Task directions. Out of the listing below, copy every line that carries the string "Austin".

::::

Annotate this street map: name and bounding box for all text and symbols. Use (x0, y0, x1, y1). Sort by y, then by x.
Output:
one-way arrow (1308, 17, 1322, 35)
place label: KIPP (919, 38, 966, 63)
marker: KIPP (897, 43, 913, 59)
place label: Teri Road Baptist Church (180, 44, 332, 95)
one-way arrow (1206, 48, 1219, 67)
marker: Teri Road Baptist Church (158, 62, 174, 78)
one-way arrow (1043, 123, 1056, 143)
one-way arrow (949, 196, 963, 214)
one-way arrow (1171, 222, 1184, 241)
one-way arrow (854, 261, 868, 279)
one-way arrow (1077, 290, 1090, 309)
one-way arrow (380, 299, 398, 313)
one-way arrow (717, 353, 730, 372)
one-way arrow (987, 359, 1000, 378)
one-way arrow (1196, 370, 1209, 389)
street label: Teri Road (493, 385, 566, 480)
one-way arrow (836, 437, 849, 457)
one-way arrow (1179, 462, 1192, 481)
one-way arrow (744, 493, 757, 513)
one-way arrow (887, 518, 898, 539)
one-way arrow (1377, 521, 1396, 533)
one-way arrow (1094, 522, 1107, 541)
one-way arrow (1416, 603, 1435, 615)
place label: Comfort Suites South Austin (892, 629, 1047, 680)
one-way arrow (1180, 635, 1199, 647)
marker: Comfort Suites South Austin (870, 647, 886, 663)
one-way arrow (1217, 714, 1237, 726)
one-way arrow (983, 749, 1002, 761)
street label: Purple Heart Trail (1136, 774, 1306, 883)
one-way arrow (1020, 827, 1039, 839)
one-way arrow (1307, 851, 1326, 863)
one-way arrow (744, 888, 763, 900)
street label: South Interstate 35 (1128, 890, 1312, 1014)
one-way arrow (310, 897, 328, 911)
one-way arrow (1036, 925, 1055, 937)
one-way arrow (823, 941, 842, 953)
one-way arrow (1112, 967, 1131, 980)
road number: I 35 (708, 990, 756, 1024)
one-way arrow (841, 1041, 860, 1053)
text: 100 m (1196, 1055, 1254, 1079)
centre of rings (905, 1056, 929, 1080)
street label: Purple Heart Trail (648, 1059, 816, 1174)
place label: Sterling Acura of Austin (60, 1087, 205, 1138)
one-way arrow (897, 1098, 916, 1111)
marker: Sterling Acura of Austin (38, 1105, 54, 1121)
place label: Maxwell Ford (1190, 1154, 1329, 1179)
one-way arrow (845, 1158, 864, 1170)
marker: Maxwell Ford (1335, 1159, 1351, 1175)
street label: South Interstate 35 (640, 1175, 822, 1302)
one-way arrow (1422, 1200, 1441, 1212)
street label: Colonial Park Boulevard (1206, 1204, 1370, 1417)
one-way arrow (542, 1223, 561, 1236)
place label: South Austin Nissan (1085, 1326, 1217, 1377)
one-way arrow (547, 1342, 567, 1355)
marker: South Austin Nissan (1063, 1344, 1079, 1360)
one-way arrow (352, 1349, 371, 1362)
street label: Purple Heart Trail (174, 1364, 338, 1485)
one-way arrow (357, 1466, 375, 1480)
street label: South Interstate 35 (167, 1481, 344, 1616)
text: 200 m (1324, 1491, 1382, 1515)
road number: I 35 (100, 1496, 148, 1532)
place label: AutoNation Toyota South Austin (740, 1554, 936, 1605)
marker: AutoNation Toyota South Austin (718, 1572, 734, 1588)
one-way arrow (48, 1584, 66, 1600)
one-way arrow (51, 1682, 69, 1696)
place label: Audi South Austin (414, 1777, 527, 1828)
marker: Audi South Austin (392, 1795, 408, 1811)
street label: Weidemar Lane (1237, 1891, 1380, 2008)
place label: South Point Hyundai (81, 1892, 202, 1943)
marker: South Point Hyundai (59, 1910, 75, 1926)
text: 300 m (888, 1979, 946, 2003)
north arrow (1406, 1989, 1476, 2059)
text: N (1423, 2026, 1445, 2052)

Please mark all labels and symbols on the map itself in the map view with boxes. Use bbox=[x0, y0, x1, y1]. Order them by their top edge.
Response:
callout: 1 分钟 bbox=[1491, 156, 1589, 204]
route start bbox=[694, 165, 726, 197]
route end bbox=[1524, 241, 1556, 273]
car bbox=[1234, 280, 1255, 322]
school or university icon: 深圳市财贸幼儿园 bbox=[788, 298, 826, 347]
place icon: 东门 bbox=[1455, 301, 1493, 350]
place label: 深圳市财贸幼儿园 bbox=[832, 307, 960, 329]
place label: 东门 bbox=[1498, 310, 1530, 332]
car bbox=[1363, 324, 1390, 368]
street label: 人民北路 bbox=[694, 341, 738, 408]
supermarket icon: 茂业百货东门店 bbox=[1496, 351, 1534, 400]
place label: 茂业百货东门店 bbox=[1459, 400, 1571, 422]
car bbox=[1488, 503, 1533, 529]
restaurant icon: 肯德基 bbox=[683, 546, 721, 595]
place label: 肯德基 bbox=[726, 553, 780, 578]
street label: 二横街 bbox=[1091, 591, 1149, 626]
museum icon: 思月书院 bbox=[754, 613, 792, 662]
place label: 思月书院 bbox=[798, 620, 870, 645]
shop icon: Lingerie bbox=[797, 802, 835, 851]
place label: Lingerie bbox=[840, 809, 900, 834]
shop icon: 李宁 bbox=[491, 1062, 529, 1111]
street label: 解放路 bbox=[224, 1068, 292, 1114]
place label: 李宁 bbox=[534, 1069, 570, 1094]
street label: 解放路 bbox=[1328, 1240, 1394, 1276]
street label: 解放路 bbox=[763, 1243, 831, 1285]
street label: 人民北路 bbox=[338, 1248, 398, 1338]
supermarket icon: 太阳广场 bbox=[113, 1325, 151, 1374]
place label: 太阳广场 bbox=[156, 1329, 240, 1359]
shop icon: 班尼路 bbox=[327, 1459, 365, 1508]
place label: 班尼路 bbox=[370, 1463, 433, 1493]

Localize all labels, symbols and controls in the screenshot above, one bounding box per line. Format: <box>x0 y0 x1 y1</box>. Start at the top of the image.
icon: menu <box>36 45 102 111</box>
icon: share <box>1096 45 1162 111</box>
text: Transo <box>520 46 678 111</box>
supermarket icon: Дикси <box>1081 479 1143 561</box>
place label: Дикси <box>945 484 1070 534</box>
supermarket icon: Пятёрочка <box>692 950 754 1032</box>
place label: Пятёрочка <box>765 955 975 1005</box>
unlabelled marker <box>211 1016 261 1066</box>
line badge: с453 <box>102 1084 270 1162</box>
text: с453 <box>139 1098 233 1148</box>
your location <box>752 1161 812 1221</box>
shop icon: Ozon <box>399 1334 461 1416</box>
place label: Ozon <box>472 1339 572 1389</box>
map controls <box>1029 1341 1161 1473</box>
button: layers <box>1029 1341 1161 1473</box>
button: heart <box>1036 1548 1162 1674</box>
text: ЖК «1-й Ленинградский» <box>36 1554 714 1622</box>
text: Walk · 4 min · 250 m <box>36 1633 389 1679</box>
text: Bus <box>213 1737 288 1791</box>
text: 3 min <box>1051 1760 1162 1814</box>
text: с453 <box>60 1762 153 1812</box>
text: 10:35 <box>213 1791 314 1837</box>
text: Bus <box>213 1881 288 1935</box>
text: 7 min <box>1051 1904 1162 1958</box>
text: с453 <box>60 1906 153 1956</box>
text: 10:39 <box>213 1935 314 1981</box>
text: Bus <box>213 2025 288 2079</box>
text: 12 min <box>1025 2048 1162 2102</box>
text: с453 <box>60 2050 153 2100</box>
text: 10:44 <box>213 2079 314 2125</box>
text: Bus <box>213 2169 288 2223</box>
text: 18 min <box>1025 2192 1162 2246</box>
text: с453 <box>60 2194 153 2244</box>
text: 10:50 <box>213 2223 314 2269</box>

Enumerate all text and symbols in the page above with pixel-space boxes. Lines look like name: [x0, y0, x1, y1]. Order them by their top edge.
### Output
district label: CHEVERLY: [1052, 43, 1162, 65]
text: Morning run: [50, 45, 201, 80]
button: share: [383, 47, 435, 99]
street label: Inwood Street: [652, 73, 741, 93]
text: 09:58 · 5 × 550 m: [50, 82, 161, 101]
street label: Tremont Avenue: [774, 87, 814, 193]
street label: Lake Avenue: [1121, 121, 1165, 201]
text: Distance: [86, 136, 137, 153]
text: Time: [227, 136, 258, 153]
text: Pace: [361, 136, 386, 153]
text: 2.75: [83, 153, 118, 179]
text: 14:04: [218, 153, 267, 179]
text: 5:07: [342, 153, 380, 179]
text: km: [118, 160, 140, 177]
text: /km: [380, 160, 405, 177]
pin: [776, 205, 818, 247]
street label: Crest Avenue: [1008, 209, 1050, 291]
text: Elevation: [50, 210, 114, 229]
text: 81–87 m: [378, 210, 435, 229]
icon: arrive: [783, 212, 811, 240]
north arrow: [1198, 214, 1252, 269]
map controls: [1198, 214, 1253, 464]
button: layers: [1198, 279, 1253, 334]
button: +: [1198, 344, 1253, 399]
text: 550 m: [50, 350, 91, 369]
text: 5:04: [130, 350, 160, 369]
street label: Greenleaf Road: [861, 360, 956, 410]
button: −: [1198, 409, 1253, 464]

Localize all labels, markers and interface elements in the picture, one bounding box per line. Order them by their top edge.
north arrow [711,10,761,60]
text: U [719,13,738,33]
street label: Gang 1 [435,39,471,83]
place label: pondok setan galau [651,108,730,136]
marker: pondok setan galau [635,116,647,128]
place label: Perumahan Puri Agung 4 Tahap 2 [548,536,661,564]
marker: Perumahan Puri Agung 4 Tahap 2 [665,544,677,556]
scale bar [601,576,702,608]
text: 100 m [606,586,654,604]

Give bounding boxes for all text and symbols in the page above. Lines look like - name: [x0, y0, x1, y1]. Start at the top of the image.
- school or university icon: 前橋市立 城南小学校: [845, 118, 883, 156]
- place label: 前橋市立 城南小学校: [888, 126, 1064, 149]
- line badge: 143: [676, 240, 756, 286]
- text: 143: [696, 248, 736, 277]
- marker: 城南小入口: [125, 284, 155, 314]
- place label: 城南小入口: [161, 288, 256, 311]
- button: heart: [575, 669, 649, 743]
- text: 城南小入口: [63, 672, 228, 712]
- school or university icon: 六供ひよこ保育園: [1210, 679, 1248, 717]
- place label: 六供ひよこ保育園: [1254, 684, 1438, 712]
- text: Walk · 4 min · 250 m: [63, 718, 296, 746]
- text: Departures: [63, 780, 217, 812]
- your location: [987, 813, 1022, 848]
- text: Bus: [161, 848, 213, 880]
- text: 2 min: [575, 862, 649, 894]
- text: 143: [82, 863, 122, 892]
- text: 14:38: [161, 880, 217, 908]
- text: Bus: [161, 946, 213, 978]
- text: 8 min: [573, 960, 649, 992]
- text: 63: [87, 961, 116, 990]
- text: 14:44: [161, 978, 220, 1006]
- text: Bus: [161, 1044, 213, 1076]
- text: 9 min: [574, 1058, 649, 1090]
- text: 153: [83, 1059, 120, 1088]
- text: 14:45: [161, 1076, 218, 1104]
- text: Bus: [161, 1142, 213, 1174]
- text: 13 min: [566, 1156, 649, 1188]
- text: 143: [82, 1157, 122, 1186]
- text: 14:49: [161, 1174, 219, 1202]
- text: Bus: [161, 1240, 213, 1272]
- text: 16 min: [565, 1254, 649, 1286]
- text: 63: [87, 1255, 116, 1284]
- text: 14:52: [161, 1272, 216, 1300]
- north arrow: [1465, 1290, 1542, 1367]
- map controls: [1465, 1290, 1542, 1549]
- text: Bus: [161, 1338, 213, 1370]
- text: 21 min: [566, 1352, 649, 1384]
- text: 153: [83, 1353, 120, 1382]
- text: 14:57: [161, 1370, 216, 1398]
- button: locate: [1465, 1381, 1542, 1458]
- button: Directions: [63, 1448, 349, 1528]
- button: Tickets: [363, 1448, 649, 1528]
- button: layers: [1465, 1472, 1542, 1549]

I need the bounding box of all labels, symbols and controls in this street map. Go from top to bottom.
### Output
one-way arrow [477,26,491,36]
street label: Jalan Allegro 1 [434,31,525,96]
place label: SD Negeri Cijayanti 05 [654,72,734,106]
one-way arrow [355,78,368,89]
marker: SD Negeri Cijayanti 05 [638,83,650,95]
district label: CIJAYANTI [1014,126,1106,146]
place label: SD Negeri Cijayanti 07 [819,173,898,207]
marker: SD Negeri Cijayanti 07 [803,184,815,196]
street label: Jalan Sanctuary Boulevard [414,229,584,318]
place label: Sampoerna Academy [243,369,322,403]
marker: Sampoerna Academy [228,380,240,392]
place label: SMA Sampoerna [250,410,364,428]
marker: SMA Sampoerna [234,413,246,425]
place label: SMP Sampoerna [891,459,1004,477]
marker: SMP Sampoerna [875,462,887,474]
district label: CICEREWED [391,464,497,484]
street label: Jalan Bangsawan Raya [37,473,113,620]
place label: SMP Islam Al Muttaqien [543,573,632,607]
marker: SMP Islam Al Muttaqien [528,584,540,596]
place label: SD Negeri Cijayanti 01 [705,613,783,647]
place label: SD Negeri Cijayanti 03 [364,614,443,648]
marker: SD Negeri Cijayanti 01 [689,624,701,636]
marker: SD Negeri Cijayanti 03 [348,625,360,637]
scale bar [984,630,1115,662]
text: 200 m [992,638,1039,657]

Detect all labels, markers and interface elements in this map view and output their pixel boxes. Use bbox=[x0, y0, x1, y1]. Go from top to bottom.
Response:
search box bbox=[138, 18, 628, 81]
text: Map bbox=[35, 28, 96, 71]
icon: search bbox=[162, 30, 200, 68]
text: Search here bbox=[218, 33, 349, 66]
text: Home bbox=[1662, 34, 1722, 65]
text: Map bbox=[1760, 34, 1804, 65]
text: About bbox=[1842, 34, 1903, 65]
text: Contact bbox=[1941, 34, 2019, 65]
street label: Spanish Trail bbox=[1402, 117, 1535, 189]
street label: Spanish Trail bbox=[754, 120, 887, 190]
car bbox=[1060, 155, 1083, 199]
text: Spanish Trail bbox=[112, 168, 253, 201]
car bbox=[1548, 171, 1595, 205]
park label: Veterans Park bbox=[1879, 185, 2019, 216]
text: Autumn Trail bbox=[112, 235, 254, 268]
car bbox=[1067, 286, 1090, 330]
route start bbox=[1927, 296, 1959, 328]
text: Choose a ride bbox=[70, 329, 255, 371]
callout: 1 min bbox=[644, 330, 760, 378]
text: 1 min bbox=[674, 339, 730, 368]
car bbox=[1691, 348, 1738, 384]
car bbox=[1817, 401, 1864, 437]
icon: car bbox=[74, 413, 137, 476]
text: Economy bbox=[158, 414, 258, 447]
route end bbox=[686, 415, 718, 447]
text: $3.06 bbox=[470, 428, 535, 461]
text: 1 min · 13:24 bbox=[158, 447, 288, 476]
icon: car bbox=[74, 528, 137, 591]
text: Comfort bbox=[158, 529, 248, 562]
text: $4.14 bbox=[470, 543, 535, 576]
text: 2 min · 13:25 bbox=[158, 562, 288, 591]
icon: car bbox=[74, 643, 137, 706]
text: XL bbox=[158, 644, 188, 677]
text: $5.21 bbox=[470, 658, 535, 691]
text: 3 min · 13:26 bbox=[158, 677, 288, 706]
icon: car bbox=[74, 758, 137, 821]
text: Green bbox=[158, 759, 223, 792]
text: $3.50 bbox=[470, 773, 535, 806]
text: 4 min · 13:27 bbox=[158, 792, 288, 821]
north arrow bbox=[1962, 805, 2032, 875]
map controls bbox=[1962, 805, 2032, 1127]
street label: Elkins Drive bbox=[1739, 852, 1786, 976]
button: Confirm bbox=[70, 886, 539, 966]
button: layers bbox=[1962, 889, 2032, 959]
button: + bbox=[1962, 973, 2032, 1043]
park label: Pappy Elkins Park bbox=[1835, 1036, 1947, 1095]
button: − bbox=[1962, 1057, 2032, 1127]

::::

Expected answer.
place label: Comfort Suites South Austin (892, 629, 1047, 680)
marker: Comfort Suites South Austin (870, 647, 886, 663)
place label: Sterling Acura of Austin (60, 1087, 205, 1138)
marker: Sterling Acura of Austin (38, 1105, 54, 1121)
place label: South Austin Nissan (1085, 1326, 1217, 1377)
marker: South Austin Nissan (1063, 1344, 1079, 1360)
place label: AutoNation Toyota South Austin (740, 1554, 936, 1605)
marker: AutoNation Toyota South Austin (718, 1572, 734, 1588)
place label: Audi South Austin (414, 1777, 527, 1828)
marker: Audi South Austin (392, 1795, 408, 1811)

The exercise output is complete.